### Provided material ###

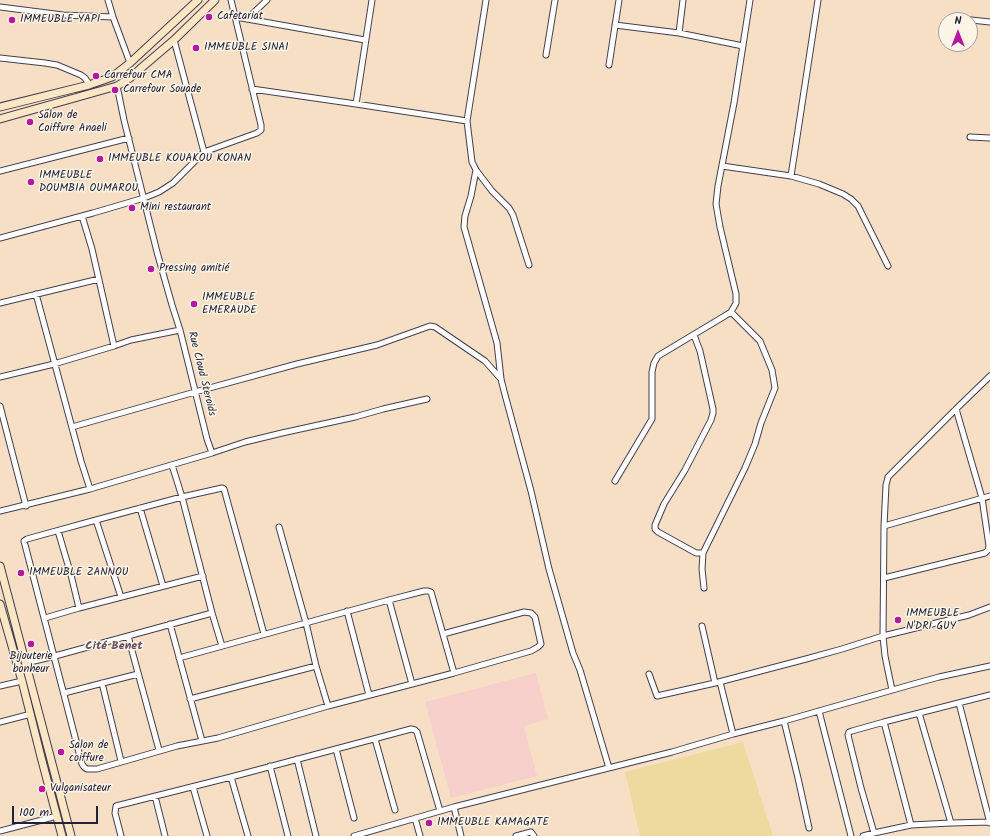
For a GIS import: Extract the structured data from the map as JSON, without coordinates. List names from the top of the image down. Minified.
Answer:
{"streets":{"street":["Rue Cloud Steroids"]},"districts":["Cité Benet"],"places":["Cafetariat","IMMEUBLE YAPI","IMMEUBLE SINAI","Carrefour CMA","Carrefour Souade","Salon de Coiffure Anaeli","IMMEUBLE KOUAKOU KONAN","IMMEUBLE DOUMBIA OUMAROU","Mini restaurant","Pressing amitié","IMMEUBLE EMERAUDE","IMMEUBLE ZANNOU","IMMEUBLE N'DRI GUY","Bijouterie bonheur","Salon de coiffure","Vulganisateur","IMMEUBLE KAMAGATE"],"scale_bar":"100 m","north":"top"}
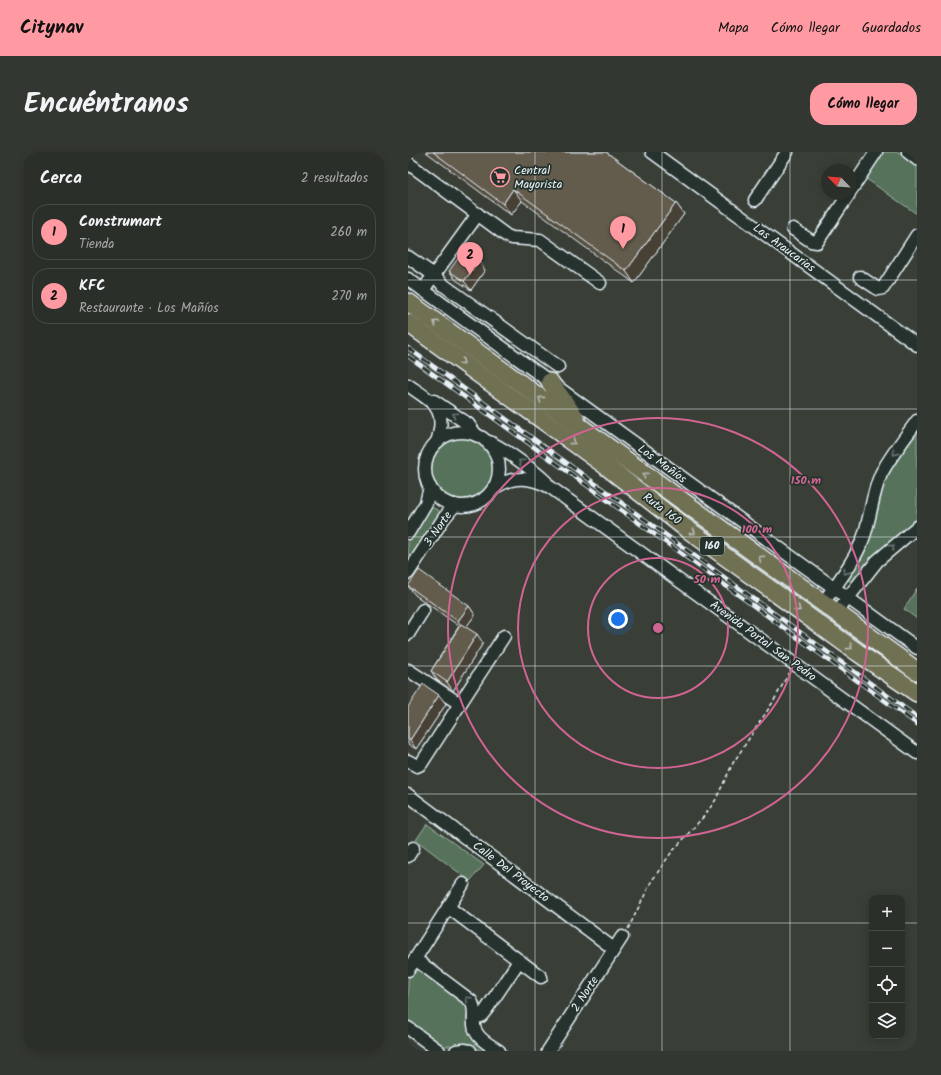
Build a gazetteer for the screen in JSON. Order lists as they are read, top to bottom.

###

About this exercise: Counting only lines of the data above that hold "JSON", report the total and nothing else.

Response to the task: 2